Your goal: Below are lines of data. Give the number of them that contain the string "none", and nothing else.

Available data:
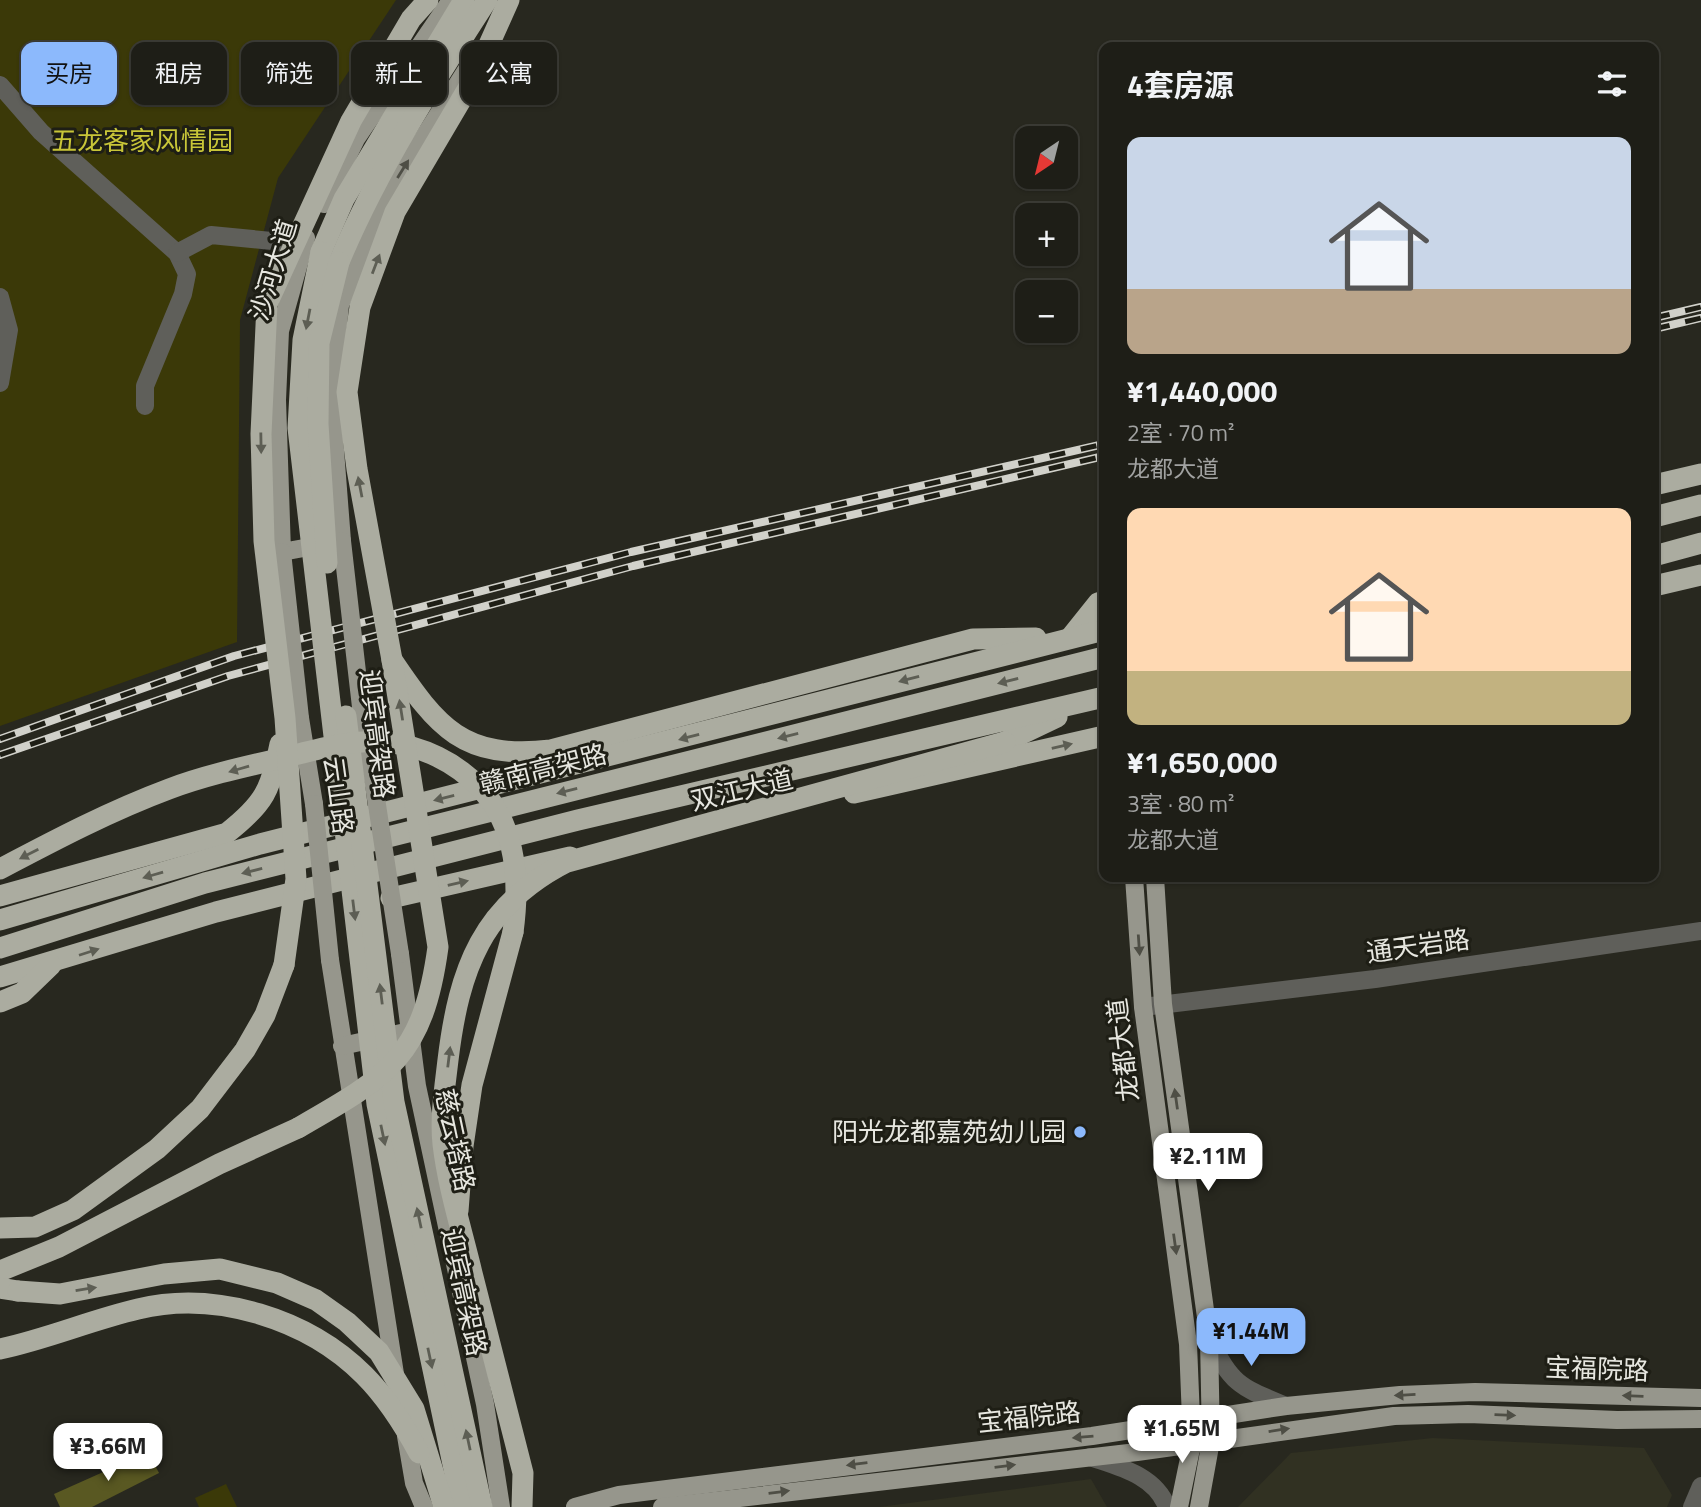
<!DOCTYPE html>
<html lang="zh">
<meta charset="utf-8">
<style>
:root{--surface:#1e1e17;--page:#2b2b24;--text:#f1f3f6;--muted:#a1a2a1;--line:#3c3c36;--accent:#8cb9fc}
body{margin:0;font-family:"Titillium Web","Noto Sans SC",sans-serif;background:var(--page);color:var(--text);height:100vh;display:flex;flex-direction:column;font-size:26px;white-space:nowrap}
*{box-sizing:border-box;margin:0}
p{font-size:23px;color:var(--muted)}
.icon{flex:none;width:38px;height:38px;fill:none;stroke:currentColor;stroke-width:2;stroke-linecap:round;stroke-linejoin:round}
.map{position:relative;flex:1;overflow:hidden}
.side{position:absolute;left:1099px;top:42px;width:560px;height:840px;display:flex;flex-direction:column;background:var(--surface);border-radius:14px;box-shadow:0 2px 5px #0004,0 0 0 2px var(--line)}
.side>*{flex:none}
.hud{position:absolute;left:21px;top:42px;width:665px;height:63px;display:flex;gap:14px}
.needle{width:46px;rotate:215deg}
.tools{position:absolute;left:1015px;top:126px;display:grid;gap:14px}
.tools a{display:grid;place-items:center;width:63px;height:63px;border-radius:14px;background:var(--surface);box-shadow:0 2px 5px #0004,0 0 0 2px var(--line);font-size:35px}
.price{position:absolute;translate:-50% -60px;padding:0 16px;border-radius:14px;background:#fff;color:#222;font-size:23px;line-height:46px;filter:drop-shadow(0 2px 4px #0008)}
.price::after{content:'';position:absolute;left:50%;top:42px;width:21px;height:16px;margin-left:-10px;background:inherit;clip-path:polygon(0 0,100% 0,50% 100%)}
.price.current{background:var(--accent);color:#111}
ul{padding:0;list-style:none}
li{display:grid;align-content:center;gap:14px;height:371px;padding:0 28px}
li span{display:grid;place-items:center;height:217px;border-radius:14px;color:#555}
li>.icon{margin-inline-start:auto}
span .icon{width:126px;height:126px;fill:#fffc;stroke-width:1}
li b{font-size:30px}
h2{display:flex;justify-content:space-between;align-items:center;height:84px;padding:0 28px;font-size:30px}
.tag{padding:0 24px;border-radius:14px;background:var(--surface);box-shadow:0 2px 5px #0004,0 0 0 2px var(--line);font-size:24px;line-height:63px}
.tag.current{background:var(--accent);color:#111}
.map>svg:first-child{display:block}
</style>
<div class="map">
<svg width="1701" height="1507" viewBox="0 0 1701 1507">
<rect width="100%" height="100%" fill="#28281f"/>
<g fill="#313122">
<polygon points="1433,1438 1644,1448 1672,1495 1667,1507 1238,1507 1291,1453"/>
<polygon points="1091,1479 1107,1507 879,1507"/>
</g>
<g fill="#3b3908">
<polygon points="0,0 396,0 278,178 240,320 237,642 0,726"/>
<polygon points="226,1484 237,1507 199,1507 195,1498"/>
</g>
<polygon fill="#595822" points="148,1452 159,1473 92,1507 60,1507 54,1494"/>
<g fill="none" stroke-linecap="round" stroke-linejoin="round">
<g stroke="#5f5f5a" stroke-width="18">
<polyline points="0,85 41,132 177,253 187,274 183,294 145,386 145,406"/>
<polyline points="177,253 211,235 303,244"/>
<polyline points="0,297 9,330 0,383"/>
<polyline points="1143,1007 1375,979 1701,931"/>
<path d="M1209,1339C1233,1385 1238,1386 1286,1406"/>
<path d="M1090,1457C1119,1467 1155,1475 1167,1507"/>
<polyline points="1692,1507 1701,1486"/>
</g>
<g stroke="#96968c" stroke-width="18">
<polyline points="324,204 356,139 451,0"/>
<polyline points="306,238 280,331 277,400 282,552 342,541 331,398 340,305 392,187 479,50"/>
<polyline points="361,707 373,779"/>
<polyline points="300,718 314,804"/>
<polyline points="1134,877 1143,1007 1188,1344 1192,1444 1179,1507"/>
<polyline points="1155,877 1163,1004 1209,1339 1211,1441 1199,1507"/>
<polyline points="400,954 417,1086 485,1404 501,1507"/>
<polyline points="330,960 395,1374"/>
<polyline points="342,1046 410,1031"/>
<polyline points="406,1436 414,1483 424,1507"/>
<polyline points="575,1507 619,1495 1092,1436 1286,1406 1400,1395 1475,1392 1701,1398"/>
<polyline points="662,1507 1137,1452 1394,1416 1468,1414 1617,1420 1701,1419"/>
</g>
<g stroke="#abaca0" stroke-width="21">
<polyline points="321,252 344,199 464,0"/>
<path d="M339,262C378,169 432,85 487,0"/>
<polyline points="1654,485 1701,474"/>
<polyline points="1654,517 1701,505"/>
<polyline points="1654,556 1701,543"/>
<polyline points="1654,586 1701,575"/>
<polyline points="1070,638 1098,603 1104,601"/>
<path d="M392,660C438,728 463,760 551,750L973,639L1036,638"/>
<polyline points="1005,742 1057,717"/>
<polyline points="854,793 1104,736"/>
<path d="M0,896L227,833C264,804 271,790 280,744"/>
<polyline points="391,898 570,857"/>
<polyline points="0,920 260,844 1104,630"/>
<polyline points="0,948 205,883 1104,657"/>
<polyline points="0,977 216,912 578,820 1104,697"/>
<polyline points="0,1002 22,993 51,965"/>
<polyline points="458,1211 463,1146 472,1085 513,932"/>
<polyline points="0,1228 35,1227 73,1210 157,1149 200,1109 245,1050 265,1015 284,965"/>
<polyline points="0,1271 59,1247 219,1164 298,1128"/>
<polyline points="0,1288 18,1291"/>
</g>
<defs>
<g id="rail">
<polyline points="1654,318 1701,307"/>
<polyline points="1654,329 1701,318"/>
<polyline points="0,739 234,656 631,552 1104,444"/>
<polyline points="0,755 228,676 633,566 1104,456"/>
</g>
</defs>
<use href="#rail" stroke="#d1d1ca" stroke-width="8"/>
<use href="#rail" stroke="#1e1e15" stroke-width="5" stroke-dasharray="16" stroke-linecap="butt"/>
<g stroke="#96968c" stroke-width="18">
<polyline points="342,541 361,707"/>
<polyline points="282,552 300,718"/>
<polyline points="373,779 400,954"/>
<polyline points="314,804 330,960"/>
</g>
<g stroke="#abaca0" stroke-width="21">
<polyline points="321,252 303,340 298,428 377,1104 462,1507"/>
<polyline points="327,563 318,424 319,343 339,262"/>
<polyline points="346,716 394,1102 482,1507"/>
<path d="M0,869C55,840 110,811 169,789C206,775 248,766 287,757C319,749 353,739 386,742C422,746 456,762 480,788C517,827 520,881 513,932"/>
<polyline points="284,965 296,879 285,718 264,541 261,434 267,304 351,121 411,19 428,0"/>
<path d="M298,1128C389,1076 423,1057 438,947L392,660L357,469L347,392L360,307L395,212L474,78L509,0"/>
<polyline points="18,1291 60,1294 164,1274 220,1269 277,1283 316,1300 347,1322 379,1352 414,1409 444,1507"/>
<path d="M0,1349C47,1339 91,1320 138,1309C216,1290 308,1319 364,1375C386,1397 404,1425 419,1453"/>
<path d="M522,1507L523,1473C506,1406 489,1340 472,1273C462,1231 448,1187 443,1144C440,1117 445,1086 448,1060C459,969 482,905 567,862L1005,742"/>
</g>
</g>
<defs><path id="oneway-solid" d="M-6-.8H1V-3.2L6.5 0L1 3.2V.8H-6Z" transform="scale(1.75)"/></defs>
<g fill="#4e4e45">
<use href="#oneway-solid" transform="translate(403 169) rotate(-58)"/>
<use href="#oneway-solid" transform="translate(1139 945) rotate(86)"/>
<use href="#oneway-solid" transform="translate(1176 1099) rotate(-98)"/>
<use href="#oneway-solid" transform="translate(1175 1244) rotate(82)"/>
<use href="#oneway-solid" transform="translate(1405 1395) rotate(177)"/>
<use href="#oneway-solid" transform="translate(1633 1396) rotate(-178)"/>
<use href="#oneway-solid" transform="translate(1505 1415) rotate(2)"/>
<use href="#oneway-solid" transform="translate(1279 1430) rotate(-9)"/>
<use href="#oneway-solid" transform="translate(1083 1437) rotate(175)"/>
<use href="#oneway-solid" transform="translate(857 1464) rotate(173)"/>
<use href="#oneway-solid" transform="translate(1005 1466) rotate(-7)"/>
<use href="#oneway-solid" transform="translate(779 1492) rotate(-7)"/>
</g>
<g fill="#5d5e54">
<use href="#oneway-solid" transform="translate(376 264) rotate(-69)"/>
<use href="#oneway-solid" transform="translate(308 319) rotate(101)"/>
<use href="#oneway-solid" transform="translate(261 443) rotate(89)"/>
<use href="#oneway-solid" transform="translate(360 487) rotate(-101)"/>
<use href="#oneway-solid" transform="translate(909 679) rotate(165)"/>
<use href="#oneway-solid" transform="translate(1008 681) rotate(166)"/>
<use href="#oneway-solid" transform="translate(401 710) rotate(-99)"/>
<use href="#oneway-solid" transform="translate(788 736) rotate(166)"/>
<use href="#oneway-solid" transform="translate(689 737) rotate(165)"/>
<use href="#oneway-solid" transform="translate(1062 746) rotate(-13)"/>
<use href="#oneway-solid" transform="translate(239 769) rotate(164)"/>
<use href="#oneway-solid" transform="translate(567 791) rotate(166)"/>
<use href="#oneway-solid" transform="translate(444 798) rotate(166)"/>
<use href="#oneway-solid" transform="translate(29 854) rotate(153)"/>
<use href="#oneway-solid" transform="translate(252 871) rotate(166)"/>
<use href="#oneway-solid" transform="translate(153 875) rotate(164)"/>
<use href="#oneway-solid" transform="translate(458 883) rotate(-13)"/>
<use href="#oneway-solid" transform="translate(354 910) rotate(83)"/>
<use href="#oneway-solid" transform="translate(89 952) rotate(-18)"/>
<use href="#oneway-solid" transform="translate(381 994) rotate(-97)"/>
<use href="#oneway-solid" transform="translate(449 1057) rotate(-83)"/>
<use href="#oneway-solid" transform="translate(383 1135) rotate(78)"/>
<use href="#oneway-solid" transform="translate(419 1218) rotate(-102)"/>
<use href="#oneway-solid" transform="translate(86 1289) rotate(-9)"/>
<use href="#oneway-solid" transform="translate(430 1358) rotate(78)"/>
<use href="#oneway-solid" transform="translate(468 1440) rotate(-102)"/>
</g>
<circle fill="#8cb9fc" stroke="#1e1e15" stroke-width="2.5" cx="1080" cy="1132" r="7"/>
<g text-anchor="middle" stroke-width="6" stroke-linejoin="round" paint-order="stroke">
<g font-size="26" fill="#c8c538" stroke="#1e1e15">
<text x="142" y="150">五龙客家风情园</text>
</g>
<g font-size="26" fill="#e7e7e0" stroke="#1e1e15">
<text transform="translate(273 270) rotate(-73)" y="9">沙河大道</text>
<text transform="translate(377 734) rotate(83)" y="9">迎宾高架路</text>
<text transform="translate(543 769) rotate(-14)" y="9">赣南高架路</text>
<text transform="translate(742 790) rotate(-13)" y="9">双江大道</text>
<text transform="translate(338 795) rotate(82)" y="9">云山路</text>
<text transform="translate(1418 946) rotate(-8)" y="9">通天岩路</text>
<text transform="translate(1123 1050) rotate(-97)" y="9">龙都大道</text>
<text transform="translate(455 1140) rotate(78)" y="9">慈云塔路</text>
<text transform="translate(464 1292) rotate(78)" y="9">迎宾高架路</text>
<text transform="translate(1597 1369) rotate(2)" y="9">宝福院路</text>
<text transform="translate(1029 1417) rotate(-6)" y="9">宝福院路</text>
</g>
<g font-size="26" fill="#e7e7e0" stroke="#1e1e15" text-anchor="end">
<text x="1066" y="1141">阳光龙都嘉苑幼儿园</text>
</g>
</g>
</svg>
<div class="tools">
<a><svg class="needle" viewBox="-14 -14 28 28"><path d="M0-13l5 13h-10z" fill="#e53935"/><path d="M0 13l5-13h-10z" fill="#a1a2a1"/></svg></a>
<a>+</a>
<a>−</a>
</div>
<b class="price" style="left:1208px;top:1193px">¥2.11M</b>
<b class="price current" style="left:1251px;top:1368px">¥1.44M</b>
<b class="price" style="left:1182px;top:1465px">¥1.65M</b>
<b class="price" style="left:108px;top:1483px">¥3.66M</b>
<div class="hud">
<a class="tag current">买房</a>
<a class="tag">租房</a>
<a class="tag">筛选</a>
<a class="tag">新上</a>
<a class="tag">公寓</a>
</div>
<section class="side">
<h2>4套房源<svg class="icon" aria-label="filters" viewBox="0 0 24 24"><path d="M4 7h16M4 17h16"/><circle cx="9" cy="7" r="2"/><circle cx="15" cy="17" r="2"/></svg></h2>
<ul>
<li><span style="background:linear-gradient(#c9d6e8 70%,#b9a48a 0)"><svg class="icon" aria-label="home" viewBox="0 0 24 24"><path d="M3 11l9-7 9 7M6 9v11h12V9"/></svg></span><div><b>¥1,440,000</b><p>2室 · 70 m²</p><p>龙都大道</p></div></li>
<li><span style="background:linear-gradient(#ffd9b3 75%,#c2b280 0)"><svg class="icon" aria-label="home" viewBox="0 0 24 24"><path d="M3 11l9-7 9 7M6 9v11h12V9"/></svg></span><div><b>¥1,650,000</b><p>3室 · 80 m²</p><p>龙都大道</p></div></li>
</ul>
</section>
</div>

Result of the exercise: 4